■ **Exercise goal**: Keep the pictures out of the copy and print all the entries below exactly.
START Dataset records
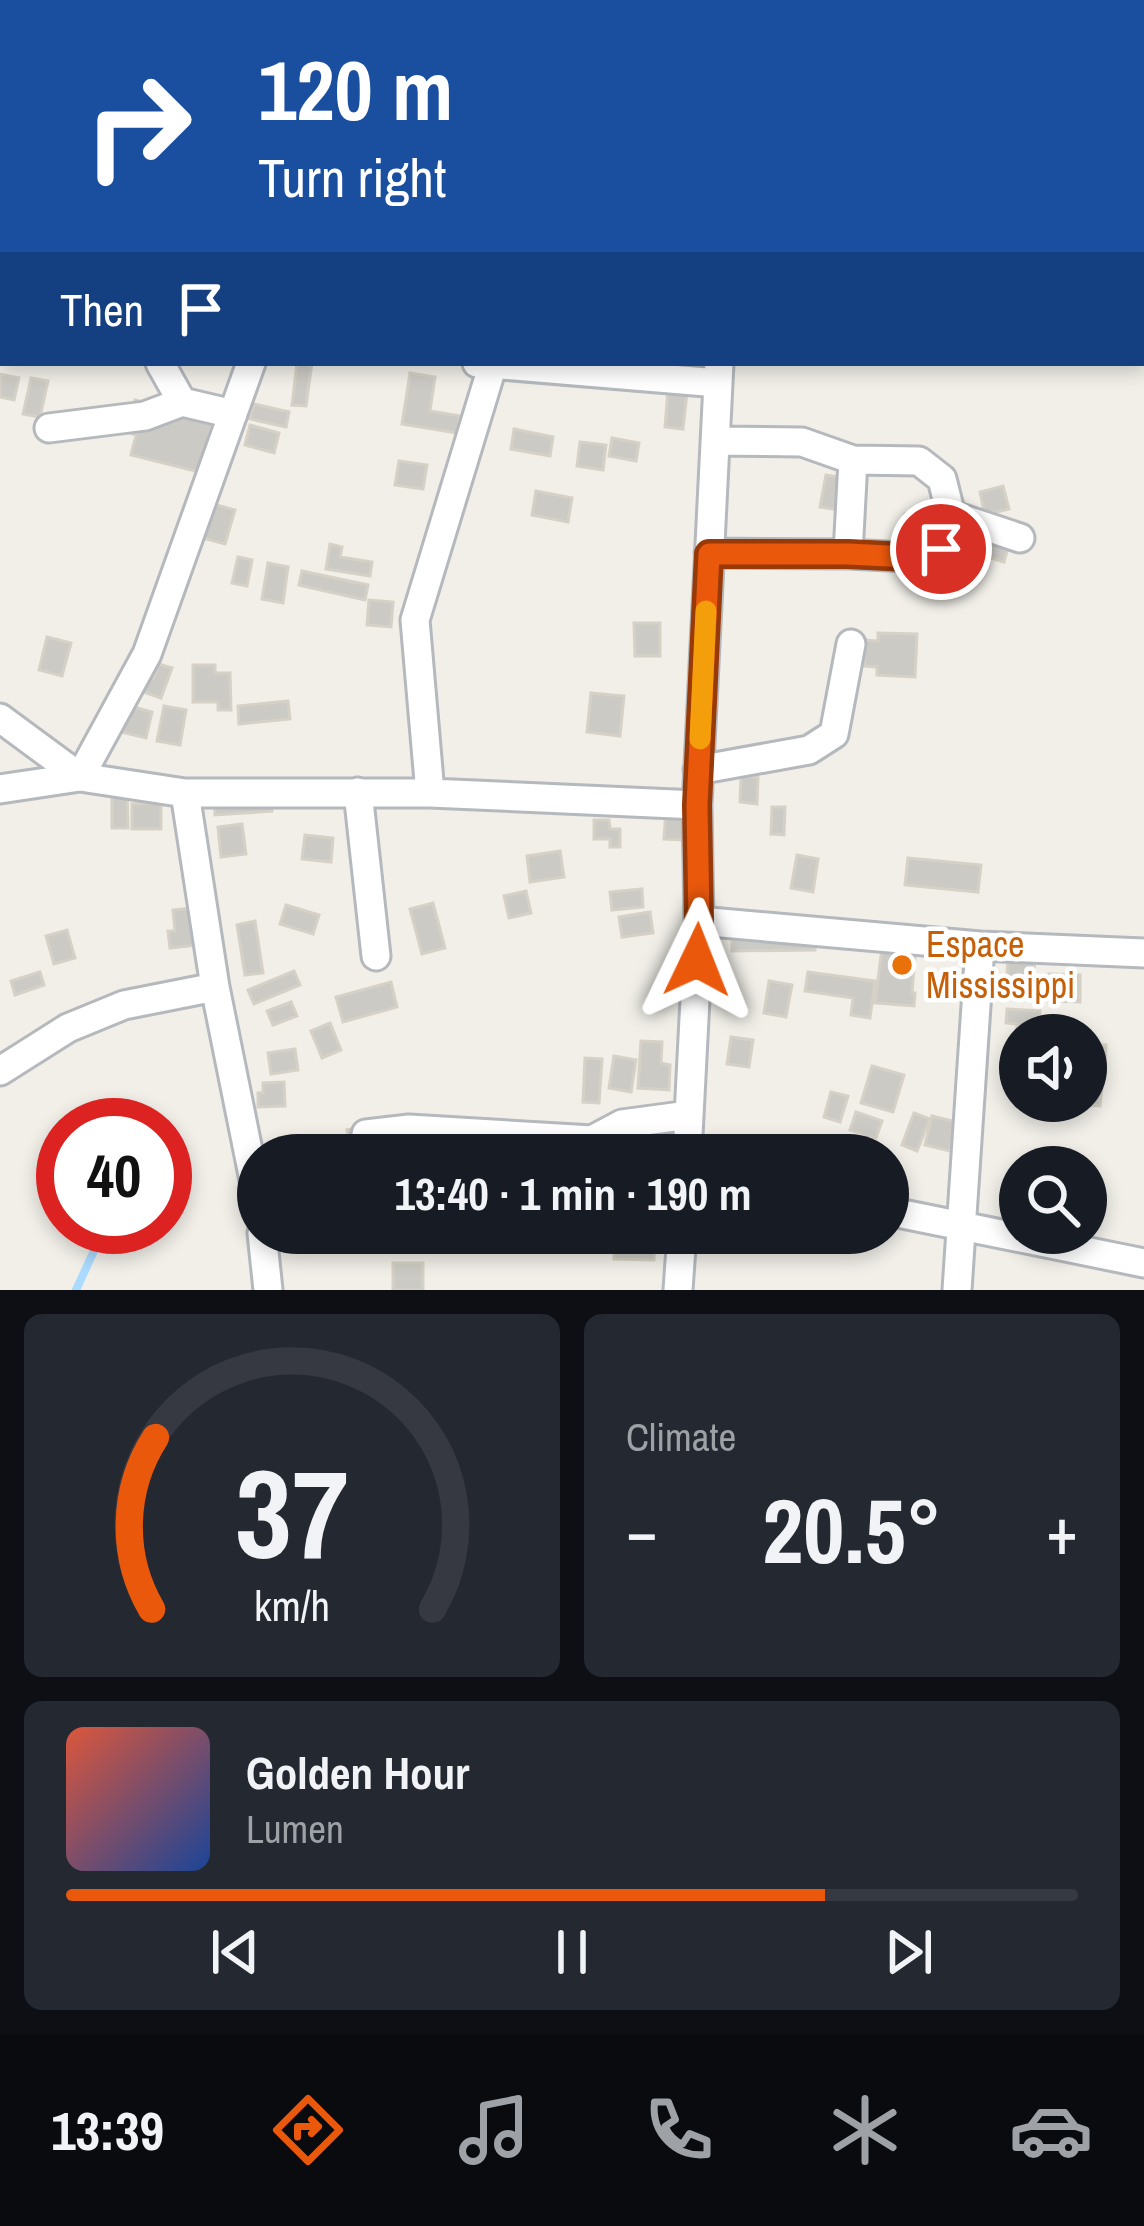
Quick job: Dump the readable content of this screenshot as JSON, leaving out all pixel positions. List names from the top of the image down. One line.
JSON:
{"places":["Espace Mississippi"],"page":{"turn":["120 m","Turn right"],"then":"Then","limit":"40","trip":"13:40 · 1 min · 190 m","tile":"Climate","heat":["−","20.5°","+"],"song":["Golden Hour","Lumen"],"tabs":"13:39","gauge":["37","km/h"]}}
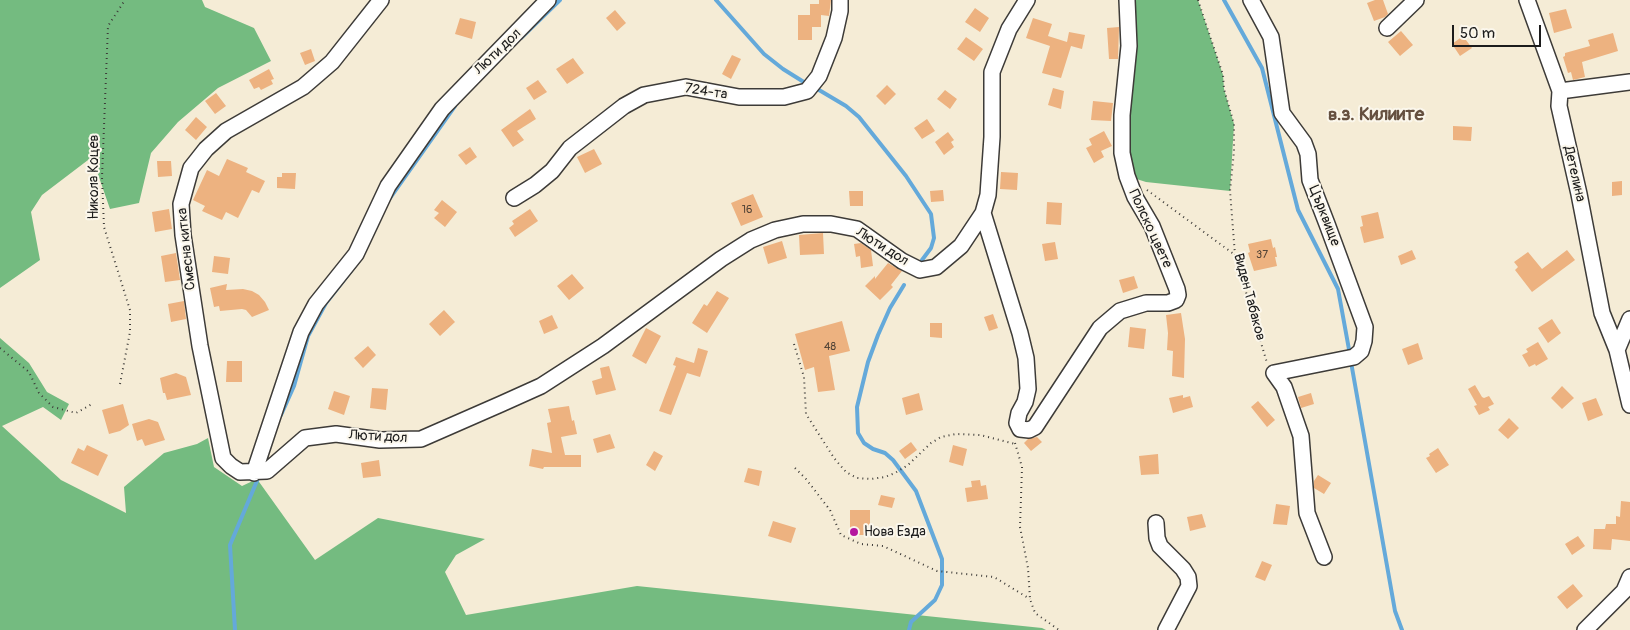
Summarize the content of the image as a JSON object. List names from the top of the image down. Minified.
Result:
{"streets":{"street":["Люти дол","724-та","Детелина","Църквище","Полско цвете","Смесна китка"],"path":["Никола Коцев","Виден Табаков"]},"crossings":[["Люти дол","Смесна китка"],["Църквище","Виден Табаков"]],"districts":["в.з. Килиите"],"places":["Нова Езда"],"house_numbers":["16","37","48"],"scale_bar":"50 m"}
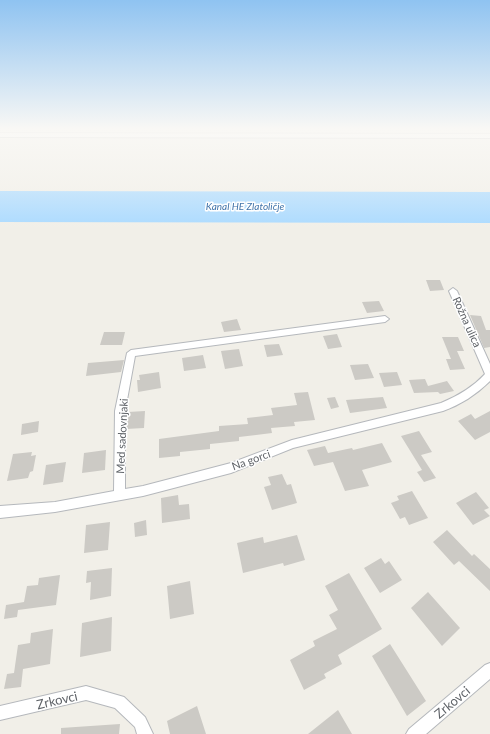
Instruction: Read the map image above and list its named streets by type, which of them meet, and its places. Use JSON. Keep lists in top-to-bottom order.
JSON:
END Dataset records
■ **Response to the task**:
Quick job: Dump the readable content of this screenshot as JSON, leaving out all pixel positions. List names from the top of the image down. One line.
JSON:
{"places":["Espace Mississippi"],"page":{"turn":["120 m","Turn right"],"then":"Then","limit":"40","trip":"13:40 · 1 min · 190 m","tile":"Climate","heat":["−","20.5°","+"],"song":["Golden Hour","Lumen"],"tabs":"13:39","gauge":["37","km/h"]}}
Summarize the content of the image as a JSON object. List names from the top of the image down. Minified.
Result:
{"streets":{"street":["Люти дол","724-та","Детелина","Църквище","Полско цвете","Смесна китка"],"path":["Никола Коцев","Виден Табаков"]},"crossings":[["Люти дол","Смесна китка"],["Църквище","Виден Табаков"]],"districts":["в.з. Килиите"],"places":["Нова Езда"],"house_numbers":["16","37","48"],"scale_bar":"50 m"}
Instruction: Read the map image above and list its named streets by type, which of them meet, and its places. Use JSON. Keep lists in top-to-bottom order.
JSON:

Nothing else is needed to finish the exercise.